Work instruction: How many lines of these entries include the string "Jorge"? State the number alone.

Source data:
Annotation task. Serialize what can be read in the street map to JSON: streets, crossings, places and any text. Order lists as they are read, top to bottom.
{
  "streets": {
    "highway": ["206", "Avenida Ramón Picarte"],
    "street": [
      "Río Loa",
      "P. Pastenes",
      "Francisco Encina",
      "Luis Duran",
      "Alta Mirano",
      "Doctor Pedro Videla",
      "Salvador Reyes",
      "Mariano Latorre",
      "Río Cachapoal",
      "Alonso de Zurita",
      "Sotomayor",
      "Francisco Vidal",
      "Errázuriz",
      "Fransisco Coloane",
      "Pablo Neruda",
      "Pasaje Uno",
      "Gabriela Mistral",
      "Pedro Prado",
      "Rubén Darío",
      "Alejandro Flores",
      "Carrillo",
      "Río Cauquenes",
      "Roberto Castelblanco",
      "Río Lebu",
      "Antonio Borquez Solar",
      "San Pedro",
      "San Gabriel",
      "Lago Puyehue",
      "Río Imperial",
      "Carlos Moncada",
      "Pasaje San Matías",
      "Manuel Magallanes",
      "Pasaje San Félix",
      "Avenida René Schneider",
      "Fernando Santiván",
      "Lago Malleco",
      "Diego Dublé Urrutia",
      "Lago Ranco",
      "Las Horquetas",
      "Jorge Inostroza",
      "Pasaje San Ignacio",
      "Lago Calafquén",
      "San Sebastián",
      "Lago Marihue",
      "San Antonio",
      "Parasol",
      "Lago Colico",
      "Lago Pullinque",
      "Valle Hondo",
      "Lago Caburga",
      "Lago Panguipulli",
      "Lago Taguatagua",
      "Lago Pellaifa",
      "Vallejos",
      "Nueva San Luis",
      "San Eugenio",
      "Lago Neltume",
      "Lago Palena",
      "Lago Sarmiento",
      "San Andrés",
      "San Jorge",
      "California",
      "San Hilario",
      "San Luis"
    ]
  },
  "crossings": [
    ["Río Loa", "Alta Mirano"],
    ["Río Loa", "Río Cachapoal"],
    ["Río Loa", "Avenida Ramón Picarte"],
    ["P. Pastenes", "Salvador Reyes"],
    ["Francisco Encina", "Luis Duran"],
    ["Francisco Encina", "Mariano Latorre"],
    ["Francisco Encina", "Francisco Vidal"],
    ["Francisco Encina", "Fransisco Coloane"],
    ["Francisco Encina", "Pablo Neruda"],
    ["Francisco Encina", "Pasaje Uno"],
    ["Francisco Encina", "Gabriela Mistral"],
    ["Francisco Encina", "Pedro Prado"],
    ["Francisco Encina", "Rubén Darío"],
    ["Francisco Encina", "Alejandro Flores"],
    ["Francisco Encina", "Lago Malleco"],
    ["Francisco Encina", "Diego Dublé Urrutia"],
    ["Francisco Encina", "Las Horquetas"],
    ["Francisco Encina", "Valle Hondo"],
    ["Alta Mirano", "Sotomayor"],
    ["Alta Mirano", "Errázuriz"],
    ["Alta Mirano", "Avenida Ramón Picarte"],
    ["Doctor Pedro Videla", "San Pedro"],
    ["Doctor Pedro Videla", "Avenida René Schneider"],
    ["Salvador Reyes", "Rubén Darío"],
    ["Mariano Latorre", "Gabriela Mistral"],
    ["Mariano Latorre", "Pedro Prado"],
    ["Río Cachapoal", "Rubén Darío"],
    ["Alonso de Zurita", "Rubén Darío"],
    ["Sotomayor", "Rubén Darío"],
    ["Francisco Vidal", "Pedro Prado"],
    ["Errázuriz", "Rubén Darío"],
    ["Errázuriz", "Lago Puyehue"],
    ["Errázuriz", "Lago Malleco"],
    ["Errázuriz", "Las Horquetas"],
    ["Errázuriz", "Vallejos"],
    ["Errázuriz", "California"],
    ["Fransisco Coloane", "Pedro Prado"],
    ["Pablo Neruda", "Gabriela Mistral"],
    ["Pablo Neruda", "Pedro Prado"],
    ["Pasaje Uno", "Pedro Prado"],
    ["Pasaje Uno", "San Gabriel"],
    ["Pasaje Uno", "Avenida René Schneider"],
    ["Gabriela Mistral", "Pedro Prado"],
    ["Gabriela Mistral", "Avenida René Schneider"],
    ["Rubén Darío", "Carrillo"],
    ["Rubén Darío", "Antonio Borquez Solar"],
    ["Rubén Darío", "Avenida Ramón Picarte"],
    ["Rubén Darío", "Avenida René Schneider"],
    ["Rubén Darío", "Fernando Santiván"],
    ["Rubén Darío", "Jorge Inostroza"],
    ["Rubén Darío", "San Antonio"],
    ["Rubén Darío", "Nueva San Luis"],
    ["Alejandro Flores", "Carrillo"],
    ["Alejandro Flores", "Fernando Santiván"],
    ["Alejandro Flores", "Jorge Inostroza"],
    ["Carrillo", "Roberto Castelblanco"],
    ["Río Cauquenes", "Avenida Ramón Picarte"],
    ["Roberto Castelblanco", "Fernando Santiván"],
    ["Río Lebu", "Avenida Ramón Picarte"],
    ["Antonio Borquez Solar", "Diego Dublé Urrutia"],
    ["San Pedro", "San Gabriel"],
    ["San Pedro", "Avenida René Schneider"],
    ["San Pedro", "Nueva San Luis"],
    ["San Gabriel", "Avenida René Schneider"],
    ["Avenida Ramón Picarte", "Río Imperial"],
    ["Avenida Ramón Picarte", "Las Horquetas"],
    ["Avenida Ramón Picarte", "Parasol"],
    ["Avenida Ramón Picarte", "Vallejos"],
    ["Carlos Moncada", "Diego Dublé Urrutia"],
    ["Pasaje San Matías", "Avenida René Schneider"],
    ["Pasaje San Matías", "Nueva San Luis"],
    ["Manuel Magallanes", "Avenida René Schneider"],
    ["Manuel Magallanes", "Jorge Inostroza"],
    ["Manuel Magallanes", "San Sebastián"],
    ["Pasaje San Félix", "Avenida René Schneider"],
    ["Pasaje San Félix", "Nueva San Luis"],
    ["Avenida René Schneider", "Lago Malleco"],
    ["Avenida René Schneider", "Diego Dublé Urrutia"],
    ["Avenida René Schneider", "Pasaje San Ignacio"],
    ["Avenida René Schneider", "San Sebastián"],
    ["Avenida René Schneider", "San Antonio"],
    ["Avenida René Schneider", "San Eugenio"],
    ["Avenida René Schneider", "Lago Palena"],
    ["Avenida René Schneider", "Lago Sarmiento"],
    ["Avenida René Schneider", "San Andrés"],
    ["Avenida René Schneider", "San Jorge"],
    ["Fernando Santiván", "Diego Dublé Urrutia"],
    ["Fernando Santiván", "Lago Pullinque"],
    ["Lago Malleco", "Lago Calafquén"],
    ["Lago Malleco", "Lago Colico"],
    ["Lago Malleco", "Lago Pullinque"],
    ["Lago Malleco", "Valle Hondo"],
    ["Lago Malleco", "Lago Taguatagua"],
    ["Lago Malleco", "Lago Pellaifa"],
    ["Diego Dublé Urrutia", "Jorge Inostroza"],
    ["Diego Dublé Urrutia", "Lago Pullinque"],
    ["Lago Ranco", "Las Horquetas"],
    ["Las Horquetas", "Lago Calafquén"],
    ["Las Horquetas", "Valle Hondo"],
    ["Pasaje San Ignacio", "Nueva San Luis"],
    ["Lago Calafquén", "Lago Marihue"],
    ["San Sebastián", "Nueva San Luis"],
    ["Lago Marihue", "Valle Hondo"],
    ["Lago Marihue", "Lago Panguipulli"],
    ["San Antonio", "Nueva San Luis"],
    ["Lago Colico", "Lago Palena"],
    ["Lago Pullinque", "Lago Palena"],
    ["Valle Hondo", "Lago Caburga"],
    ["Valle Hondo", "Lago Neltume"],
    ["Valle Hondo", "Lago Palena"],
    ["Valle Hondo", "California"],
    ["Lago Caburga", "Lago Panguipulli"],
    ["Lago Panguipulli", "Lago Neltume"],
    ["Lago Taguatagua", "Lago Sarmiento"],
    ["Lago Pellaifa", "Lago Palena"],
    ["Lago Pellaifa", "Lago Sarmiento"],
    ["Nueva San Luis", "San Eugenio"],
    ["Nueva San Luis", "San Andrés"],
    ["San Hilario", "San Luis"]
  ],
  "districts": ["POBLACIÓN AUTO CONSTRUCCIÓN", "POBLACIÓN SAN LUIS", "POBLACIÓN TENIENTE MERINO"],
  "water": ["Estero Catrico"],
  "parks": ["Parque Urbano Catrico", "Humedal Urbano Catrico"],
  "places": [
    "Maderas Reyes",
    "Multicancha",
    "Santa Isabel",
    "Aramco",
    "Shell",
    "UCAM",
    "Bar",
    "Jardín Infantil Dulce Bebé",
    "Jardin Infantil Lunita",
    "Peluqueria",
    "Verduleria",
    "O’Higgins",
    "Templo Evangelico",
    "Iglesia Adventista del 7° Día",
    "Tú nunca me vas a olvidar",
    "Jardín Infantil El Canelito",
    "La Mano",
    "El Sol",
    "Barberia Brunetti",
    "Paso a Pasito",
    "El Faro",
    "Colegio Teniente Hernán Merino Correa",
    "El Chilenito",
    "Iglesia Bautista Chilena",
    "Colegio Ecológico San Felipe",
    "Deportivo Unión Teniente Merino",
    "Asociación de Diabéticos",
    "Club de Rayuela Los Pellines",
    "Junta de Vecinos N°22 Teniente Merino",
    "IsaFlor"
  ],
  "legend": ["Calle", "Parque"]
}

Output below: 7